Il me sourit avec confiance, mais l’inquiétude m’avait bel et bien gagné. À la seconde où il quitterait le village de Beaumont, il pourrait se faire arrêter. Lucas n’aurait pas dû lui faire part de ma sortie de prison ; le couvre-feu n’était pas un jeu.
— Tu veux venir avec moi ? tenta-t-il d’une voix hésitante.
— Ma tante me tuerait, définitivement. Et puis, si un garde…
— On dira que tu es mon frère et que je nous ai mis en retard pour rentrer. Ils nous reconduiront à la maison et il faudra juste affronter le sermon de mon père.
— Je…, commençai-je en secouant la tête. Je ne préfère pas, non. Excuse-moi. J’ai eu assez d’ennuis pour le week-end et…
— Pas de souci, lâcha-t-il dans un souffle.
Un silence s’imposa. Je baissai les yeux, mal à l’aise.
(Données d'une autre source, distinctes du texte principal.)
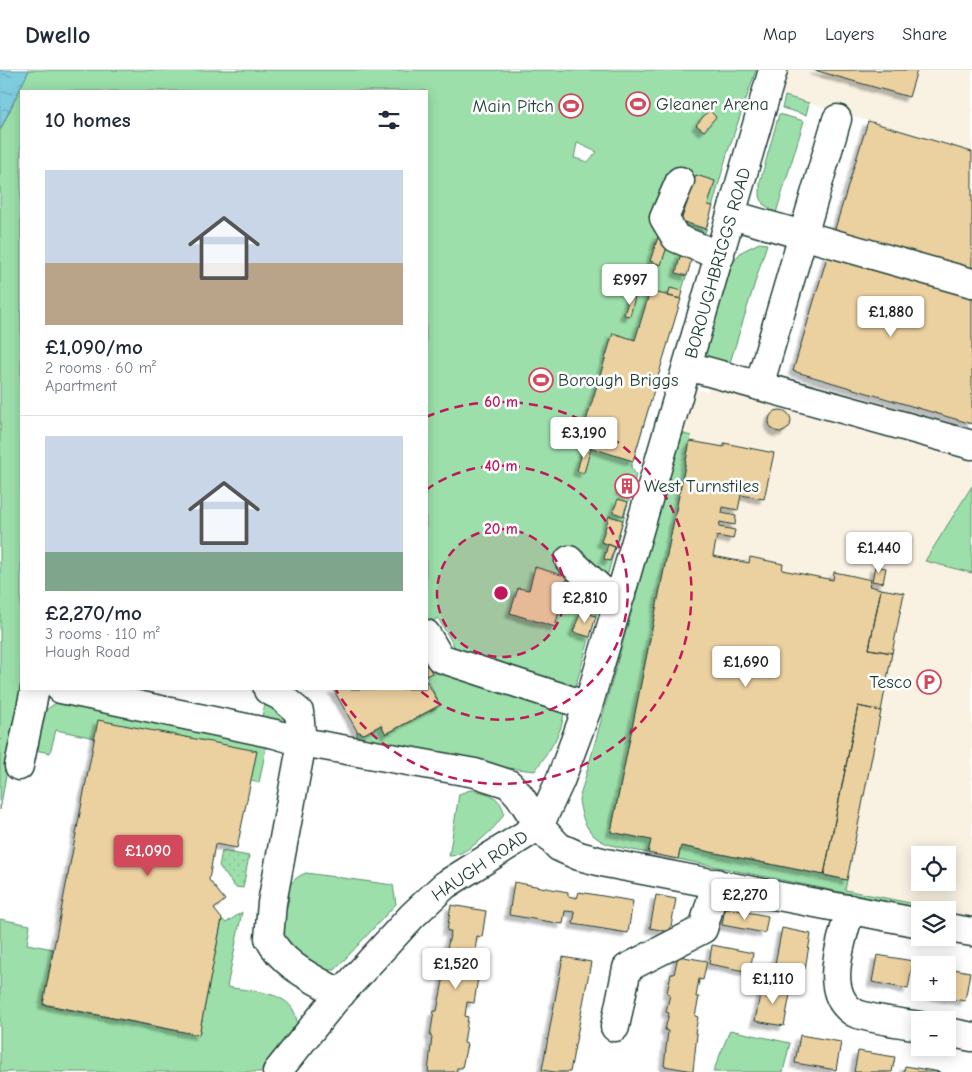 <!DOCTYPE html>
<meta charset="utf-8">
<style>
body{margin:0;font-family:"Comic Neue",sans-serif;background:#f2f2f3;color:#1f2937;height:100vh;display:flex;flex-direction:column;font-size:19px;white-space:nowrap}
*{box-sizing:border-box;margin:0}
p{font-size:16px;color:#747a83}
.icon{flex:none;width:28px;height:28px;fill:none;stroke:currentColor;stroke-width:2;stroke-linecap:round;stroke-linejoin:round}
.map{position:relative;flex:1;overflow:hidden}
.panel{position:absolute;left:20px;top:20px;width:408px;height:600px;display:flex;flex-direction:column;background:#fff;border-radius:0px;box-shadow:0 2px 12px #0003}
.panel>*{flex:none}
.buttons{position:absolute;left:911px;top:776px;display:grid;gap:10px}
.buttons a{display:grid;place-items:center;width:45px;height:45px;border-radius:0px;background:#fff;box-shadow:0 2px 12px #0003;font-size:25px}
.price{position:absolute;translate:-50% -42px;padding:0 11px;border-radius:5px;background:#fff;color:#222;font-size:16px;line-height:32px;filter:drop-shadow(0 1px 2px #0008)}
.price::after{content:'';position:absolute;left:50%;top:30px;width:15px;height:11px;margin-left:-8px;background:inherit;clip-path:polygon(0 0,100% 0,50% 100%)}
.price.on{background:#d1495b;color:#fff}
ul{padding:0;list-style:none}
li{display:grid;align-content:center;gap:10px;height:265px;padding:0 25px}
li+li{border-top:1px solid #e0e1e3}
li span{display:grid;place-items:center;height:155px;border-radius:0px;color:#555}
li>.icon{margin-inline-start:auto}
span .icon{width:90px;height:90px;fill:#fffc;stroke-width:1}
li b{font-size:21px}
h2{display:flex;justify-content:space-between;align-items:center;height:60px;padding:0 25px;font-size:21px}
header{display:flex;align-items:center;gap:30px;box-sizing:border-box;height:70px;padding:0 25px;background:#fff;border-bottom:1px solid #e0e1e3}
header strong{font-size:24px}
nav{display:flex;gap:28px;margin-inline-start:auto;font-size:18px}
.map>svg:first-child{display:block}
</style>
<header>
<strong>Dwello</strong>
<nav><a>Map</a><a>Layers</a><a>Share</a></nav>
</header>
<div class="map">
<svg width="972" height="1002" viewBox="0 0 972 1002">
<defs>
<pattern id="park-dots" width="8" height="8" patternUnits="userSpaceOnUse" patternTransform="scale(1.25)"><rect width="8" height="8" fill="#9cdfaa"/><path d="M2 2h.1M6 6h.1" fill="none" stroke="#86c093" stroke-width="1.8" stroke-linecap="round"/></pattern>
<pattern id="water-ripples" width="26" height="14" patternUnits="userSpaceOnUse" patternTransform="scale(1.25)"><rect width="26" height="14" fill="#7fccde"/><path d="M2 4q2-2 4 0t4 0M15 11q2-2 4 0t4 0" fill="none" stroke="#67a7b5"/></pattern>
<filter id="shadow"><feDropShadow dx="-4.5" dy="4.5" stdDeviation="1" flood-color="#0004"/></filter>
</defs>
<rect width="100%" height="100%" fill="#fff"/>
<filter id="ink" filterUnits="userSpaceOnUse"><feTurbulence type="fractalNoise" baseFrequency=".02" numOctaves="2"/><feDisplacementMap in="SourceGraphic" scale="10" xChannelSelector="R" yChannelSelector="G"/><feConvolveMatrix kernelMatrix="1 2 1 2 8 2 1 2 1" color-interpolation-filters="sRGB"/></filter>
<g filter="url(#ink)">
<path fill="#f9f1e2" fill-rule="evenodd" d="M775,0H972V82L785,26L770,19Z
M709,313L972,388V416L925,491L972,503V849L948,844V840H929L604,774L593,767L586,756L579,730L694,318L707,322ZM920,785H948V812H920Z"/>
<path fill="#9cdfaa" stroke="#5e8e6f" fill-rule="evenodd" d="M29,0H756L727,84L705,163L700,162L695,175L633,391L631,397L636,405L574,622L461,588L438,548L426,555V21H21V619L0,740V61ZM577,73L597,82L588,92L574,88Z
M785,26L809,33L806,45L782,38Z
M779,44L804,51L776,143L763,134L760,126V112Z
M759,173L767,174L728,299L703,292L730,196L741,182Z
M681,363L691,366L611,762L651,770L648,783C609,775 585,776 579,730Z
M972,416V503L925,491Z
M447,602L564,639C564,662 548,682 535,701L464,693L357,673V661L364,664L381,655L386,664L440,636L426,606L432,603Z
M89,619H127L262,646L266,630L280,635L292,661Z
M62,631L267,673L259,713L95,668L56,660L50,683L30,679C35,658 39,638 62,631Z
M470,720C486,722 501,726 504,743C498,758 464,787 449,786L459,724Z
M681,776L847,810L845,820L945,840H929L678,789Z
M306,803L393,815L396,834L335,900H318L285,872L278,853L284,849L289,829L284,828C288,816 294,807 306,803Z
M242,842L227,917C253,922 295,920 297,953L261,1002H0V849L30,855L27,874L53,879L43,935L199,965L222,849L226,853Z
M730,960L790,973L783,1002H713Z"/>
<path fill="url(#park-dots)" stroke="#5e8e6f" d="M222,781L249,786L243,818L235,817L219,796Z"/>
<path fill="url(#water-ripples)" stroke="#59939a" d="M0,0H29L0,60Z"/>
<path fill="#ebd0a0" stroke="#1f3d34" filter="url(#shadow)" d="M814,0H917L909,27Z
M709,40L716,47L704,61L696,55Z
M868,51L972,82V203L834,162Z
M696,105L715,111L708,135L713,136L706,159L681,151Z
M659,164L670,168L661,195L650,191Z
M694,180L687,206L676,203L681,183Z
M828,184L972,226V354L793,301Z
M670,218L683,221L681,229L668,226Z
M650,221L681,229L633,391L579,374L613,263L635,270Z
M630,225L635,227L630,246L624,245Z
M769 351a11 11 0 1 1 22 0a11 11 0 1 1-22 0Z
M690,371L724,377V373L774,383L764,429L741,425L738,440L723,437L722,443L736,446L735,455L720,452L719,457L735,460L733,469L717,466L713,486L749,493L750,487L783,494L782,500L833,510L834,502L849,505L871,510L869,516L881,519L869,579L892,583L881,641L858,636L824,805L681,776L678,789L648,783L651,770L611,762Z
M584,376L591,378L584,403L577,401Z
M622,411L633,415L629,425L620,421Z
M618,429L628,432L623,446L613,442Z
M609,446L623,450L615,477L601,472Z
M608,474L615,477L610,491L604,489Z
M875,496L886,498L883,513L872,511Z
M535,497L568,507L555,557L510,543L518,518L529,520Z
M881,519L904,523L892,583L869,579Z
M581,541L596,546L590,567L573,562Z
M426,591L432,603L426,606Z
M426,610L440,635L386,664L381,655L364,664L357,661L333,619H426Z
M858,636L881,641L847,810L824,805Z
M98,650L257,681L237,778L215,774L209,810L225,830L214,839L222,849L199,965L43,934Z
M514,812L568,822V826L577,828L579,822L633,831L628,863L573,854L575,842L565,841L563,854L509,845Z
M656,825L676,829L670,862L650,858Z
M451,835L486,841L482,867L477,866L475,881L479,882L475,908H478L474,933L467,932L465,946L468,947L464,973L467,974L462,998H457L456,1002H428L432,967L430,966L434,941H437L445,901H442L451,861H447Z
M725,838L768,846L765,863L722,855Z
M782,858L811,864L805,899L775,894Z
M712,875L753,883L750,902L709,894Z
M877,885L913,891L908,919L872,912Z
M678,886L707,891L703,910L699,909L696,927H699L695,946L698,947L695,963L697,964L693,1001L664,996L668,961L665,960L669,943L666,942L670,924L667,923L671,904H674Z
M563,887L591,892L570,1002H554L542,1000Z
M948,898L970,902L965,931L920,923L948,922Z
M762,914L791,919L784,956L755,951Z
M800,965L841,972L836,1000L795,993Z
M858,981L895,987L892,1002H854Z
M905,996L940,1002H904Z"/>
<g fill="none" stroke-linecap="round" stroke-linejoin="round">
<g stroke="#1f3d34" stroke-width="31">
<path id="minor" d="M680,111L664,148L676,168L720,186
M732,145L972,213
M688,296L972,375
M759,316L837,49
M569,490L603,521L621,525
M426,564L440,588L588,636
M61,619L275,664L302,672L299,642L280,626L268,620
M19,696L35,619
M539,756L560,711L588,636L773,0
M850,839C843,869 820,923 855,943C865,948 907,954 920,956
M948,858L972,862
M341,924C314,909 283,896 269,868L272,833L302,672L475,703L509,714L519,725L539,756L559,777L579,786L606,793L920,853
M615,957L627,898L703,859L716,813
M948,962L972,967
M277,1002L334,931L412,846L445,815L539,756"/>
</g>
<use href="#minor" stroke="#fff" stroke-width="28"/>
</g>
</g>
<circle cx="501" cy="523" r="64" fill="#c2185b" fill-opacity=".12"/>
<g fill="none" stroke="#c2185b" stroke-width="2.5" stroke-dasharray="9 6">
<circle cx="501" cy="523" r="64"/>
<path d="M426 420A127 127 0 1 1 418 619"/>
<path d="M426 347A191 191 0 1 1 336 620"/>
</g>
<defs>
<g id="stadium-ring" transform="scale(1.25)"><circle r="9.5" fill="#fff" stroke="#d1495b" stroke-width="1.5"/><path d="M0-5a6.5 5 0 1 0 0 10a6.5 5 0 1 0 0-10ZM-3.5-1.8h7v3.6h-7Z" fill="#d1495b"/></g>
<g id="building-ring" transform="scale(1.25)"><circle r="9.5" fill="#fff" stroke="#d1495b" stroke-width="1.5"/><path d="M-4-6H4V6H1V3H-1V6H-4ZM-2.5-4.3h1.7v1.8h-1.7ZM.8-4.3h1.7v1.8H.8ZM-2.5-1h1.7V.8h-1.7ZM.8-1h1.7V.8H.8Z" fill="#d1495b"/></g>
<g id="parking-ring" transform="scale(1.25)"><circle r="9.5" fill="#fff" stroke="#d1495b" stroke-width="1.5"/><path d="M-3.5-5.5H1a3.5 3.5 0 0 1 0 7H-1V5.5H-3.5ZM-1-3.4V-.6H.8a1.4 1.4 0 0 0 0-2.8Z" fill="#d1495b"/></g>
</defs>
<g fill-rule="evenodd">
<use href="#stadium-ring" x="638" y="34"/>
<use href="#stadium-ring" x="571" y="36"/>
<use href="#stadium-ring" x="541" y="310"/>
<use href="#building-ring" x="627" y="416"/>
<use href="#parking-ring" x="929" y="612"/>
</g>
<g text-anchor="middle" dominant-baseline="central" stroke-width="5" stroke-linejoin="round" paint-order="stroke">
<g font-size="18" fill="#1f3d34" stroke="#fff" text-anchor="start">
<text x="656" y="34">Gleaner Arena</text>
<text x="554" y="36" text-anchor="end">Main Pitch</text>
<text x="558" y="310">Borough Briggs</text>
<text x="644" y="416">West Turnstiles</text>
<text x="912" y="612" text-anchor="end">Tesco</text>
</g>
<g font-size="18" fill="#1f3d34" stroke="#fff">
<text transform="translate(718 193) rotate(-74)">BOROUGHBRIGGS ROAD</text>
<text transform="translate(480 796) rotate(-34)">HAUGH ROAD</text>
</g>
</g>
<circle cx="501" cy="523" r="8" fill="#c2185b" stroke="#fff" stroke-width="2.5"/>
<g font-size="15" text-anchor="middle" font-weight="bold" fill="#c2185b" stroke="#fff" stroke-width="5" stroke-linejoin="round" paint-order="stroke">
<text x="501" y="337">60 m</text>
<text x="501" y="401">40 m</text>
<text x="501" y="464">20 m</text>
</g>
</svg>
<div class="buttons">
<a><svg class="icon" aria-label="locate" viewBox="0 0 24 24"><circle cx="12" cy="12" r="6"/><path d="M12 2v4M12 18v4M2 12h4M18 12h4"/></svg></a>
<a><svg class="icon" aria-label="layers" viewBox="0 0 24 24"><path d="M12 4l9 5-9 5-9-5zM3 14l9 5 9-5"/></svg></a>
<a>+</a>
<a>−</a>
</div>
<b class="price" style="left:630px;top:236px">£997</b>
<b class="price" style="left:891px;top:268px">£1,880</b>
<b class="price" style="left:584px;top:389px">£3,190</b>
<b class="price" style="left:879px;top:504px">£1,440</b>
<b class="price" style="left:585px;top:554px">£2,810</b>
<b class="price" style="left:746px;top:618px">£1,690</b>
<b class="price on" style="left:148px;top:807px">£1,090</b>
<b class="price" style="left:745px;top:851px">£2,270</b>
<b class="price" style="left:456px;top:920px">£1,520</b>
<b class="price" style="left:773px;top:935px">£1,110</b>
<section class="panel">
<h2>10 homes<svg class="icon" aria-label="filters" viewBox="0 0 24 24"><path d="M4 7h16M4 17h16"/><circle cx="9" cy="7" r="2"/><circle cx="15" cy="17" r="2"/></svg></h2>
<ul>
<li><span style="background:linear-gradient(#c9d6e8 60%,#b9a48a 0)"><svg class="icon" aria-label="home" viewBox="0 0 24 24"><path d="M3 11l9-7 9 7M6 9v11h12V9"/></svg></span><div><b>£1,090/mo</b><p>2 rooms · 60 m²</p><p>Apartment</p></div></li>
<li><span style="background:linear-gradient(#c9d6e8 75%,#7fa58c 0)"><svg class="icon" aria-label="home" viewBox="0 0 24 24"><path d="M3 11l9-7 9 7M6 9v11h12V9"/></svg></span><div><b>£2,270/mo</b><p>3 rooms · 110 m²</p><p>Haugh Road</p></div></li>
</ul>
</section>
</div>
Physiquement, Josh et moi étions très semblables. Il nous serait fort simple de nous faire passer pour des frères. Nous étions tous deux de taille moyenne, bruns, la peau blanche. Les différences étaient subtiles : j’avais les yeux gris, lui bleus. J’étais plus maigre et lui avait quelques taches de rousseur sur les pommettes. Toutefois, nos vies étaient radicalement opposées. Lorsque nous nous étions rencontrés le premier jour à notre entrée au collège, nous avions été mis en groupe lors d’un exercice de présentation. Une manière très simple pour nos professeurs de briser la glace entre camarades de classe. Josh habitait dans un village situé à une vingtaine de minutes à pied du mien. Beaumont était riche, Plaisance était un quartier pauvre. Mon ami y avait emménagé après les révoltes, avec son père, Paul. Ce dernier était un homme généreux et bon. Josh avait perdu sa mère un an avant moi, dans des circonstances semblables. La guerre avait fait son lot de morts injustes. Ce fut en apprenant que j’étais orphelin que nous commençâmes à faire connaissance avec plus d’intérêt. À l’époque, cela faisait à peine un an que ma tante s’était séparée de mon oncle et je me confiais à mon meilleur ami pour la première fois presque douze mois après. Depuis, il était devenu mon confident, même si je ne lui racontais pas tout ce qui se passait chez moi : j’avais toujours eu peur, malgré sa promesse solennelle, qu’il dévoile la vérité à son père ou à Lucas. Il était l’une des deux personnes les plus importantes de mon existence et j’avais du mal à croire que nous ne partagerions plus la même classe désormais. J’ignorais comment j’allais pouvoir survivre à mon quotidien sans lui.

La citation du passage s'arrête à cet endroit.